Best Intentions: Common pitfalls for attorneys
As the population ages, the need to nominate someone to assist us in making decisions or to make decisions on our behalf when we are no longer able to do so becomes more important. One of the best ways to plan for this is to put in place a Lasting Power of Attorney (‘LPA’). This is a legal document in which a person ( the ‘donor’) appoints one or more people (the ‘attorneys’) to assist the donor in making decisions or to make certain decisions on the donor’s behalf when the donor no longer has the mental capacity to do so.
LPAs are regulated by the Office of the Public Guardian (‘OPG’), the government body responsible for monitoring use of LPAs and attorneys’ actions.
Attorneys are expected to act in the donor’s best interests at all times. Even with the best intentions, however, attorneys frequently fall foul of the law. Common mistakes include making unauthorised gifts on behalf of the donor, mixing their own finances with the donor’s and instructing investment professionals without formal authority.
Generally, attorneys cannot make gifts from the donor’s estate without specific authority from the Court of Protection (which assists the OPG to regulate LPAs). However, if the attorneys can demonstrate that the answer to all three questions below is ‘yes’, they can make gifts without the Court’s authority.
- Is the gift to someone who is related or connected to the donor or to a charity which the donor would have supported when they had capacity?
- Is the gift made on an occasion such as a birthday, wedding or anniversary?
- Is the gift of reasonable value, taking into consideration the size of the donor’s estate and their expected future needs?
This is a useful exception to the general rule but if unsure whether it does apply, attorneys will find additional guidance in the OPG Guide to Attorneys on giving gifts: https://www.gov.uk/government/publications/giving-gifts-a-guide-for-deputies-and-attorneys/opg2-giving-gifts-for-someone-else-web-version.
If still unsure, they should seek legal advice as there are serious consequences for making gifts, which are not of a reasonable value, without Court approval.
Attorneys must ensure that the donor’s funds are not mixed with their own personal funds.
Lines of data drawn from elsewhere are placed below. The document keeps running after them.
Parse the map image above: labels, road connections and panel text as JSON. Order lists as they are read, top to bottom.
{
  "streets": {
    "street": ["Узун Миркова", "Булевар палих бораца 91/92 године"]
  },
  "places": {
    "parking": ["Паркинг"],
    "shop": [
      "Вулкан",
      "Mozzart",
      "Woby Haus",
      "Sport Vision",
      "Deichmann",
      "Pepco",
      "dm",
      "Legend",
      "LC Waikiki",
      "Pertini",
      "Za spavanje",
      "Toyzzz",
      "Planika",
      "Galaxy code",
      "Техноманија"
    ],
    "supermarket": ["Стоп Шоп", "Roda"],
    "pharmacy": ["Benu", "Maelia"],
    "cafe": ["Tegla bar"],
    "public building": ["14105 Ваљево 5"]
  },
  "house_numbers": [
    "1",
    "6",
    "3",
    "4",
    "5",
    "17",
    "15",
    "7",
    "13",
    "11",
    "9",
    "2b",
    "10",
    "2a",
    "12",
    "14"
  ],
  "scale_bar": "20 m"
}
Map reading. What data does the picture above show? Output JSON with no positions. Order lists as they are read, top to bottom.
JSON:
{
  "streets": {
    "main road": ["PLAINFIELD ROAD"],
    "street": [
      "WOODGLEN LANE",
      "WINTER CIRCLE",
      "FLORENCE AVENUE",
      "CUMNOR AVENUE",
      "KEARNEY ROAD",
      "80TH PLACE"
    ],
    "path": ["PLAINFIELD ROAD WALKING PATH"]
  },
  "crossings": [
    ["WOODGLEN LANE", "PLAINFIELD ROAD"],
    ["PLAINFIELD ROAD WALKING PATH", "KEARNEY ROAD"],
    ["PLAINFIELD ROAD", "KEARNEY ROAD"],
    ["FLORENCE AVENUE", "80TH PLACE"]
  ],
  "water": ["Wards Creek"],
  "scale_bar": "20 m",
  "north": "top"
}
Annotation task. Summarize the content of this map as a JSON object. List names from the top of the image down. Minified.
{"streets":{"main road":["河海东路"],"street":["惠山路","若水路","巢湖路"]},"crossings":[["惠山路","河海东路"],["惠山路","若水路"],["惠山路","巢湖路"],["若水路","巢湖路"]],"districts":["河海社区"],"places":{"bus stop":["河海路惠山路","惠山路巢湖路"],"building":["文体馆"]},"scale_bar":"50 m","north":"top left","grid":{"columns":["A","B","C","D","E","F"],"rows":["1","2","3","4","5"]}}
Setting up accounts and keeping records may not be the first priority when an attorney has other responsibilities (such as being the main carer for the donor) but it is important to keep the donor’s money separate. A clear paper trail provides protection for the donor and for the attorney if their actions are challenged at some later date. Attorneys should keep the donor’s funds in separate accounts in the donor’s name and retain copies of all invoices and bank statements.
Making appropriate investment decisions in relation to a donor’s funds is important not only to generate income to supplement a donor’s current standard of living but also to grow their capital for future expenditure. An attorney may sensibly decide to revert to an investment professional such as an Independent Financial Adviser or a Discretionary Fund Manager to make these decisions but the OPG has issued guidance which appears to prevent attorneys from delegating their powers in this manner unless the LPA specifically authorises them to do so.
If the wording of an LPA does not already contain authority, donors and attorneys should seek legal advice on the most cost and time effective way of remedying this.
There is more information on this point in a previous blog by Nicola Hillyer: https://www.crippspg.co.uk/wills-tax-probate/does-your-lasting-power-of-attorney-limit-your-attorneys-investment-options/
Being an attorney can be a burden but, if an attorney is aware of their obligations and consistently seeks to meet them, the opportunity to assist a loved one during what may be a very challenging time in their life can be incredibly rewarding.